# WHAT TO DO
Write the records out again exactly as they read, dropping any picture they hold.

# Stored data
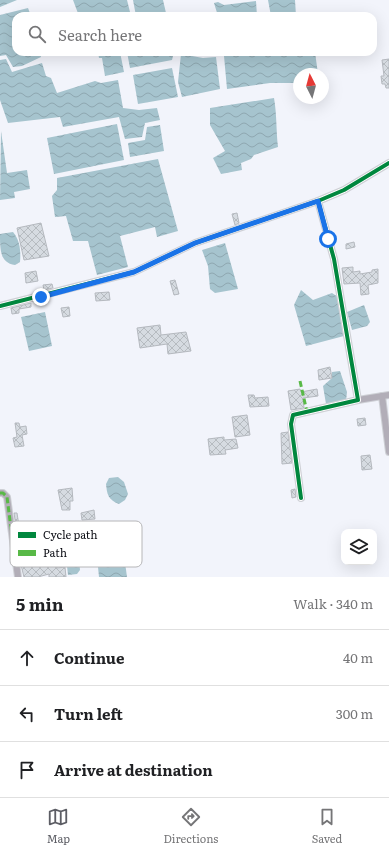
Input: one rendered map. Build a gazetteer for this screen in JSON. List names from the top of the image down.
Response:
{
  "legend": ["Cycle path", "Path"],
  "north": "top",
  "page": {
    "search": "Search here",
    "heading": ["5 min", "Walk · 340 m"],
    "list": [
      ["Continue", "40 m"],
      ["Turn left", "300 m"],
      "Arrive at destination"
    ],
    "nav": ["Map", "Directions", "Saved"]
  }
}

# SOLUTION FOR THIS TASK
Input: one rendered map. Build a gazetteer for this screen in JSON. List names from the top of the image down.
Response:
{
  "legend": ["Cycle path", "Path"],
  "north": "top",
  "page": {
    "search": "Search here",
    "heading": ["5 min", "Walk · 340 m"],
    "list": [
      ["Continue", "40 m"],
      ["Turn left", "300 m"],
      "Arrive at destination"
    ],
    "nav": ["Map", "Directions", "Saved"]
  }
}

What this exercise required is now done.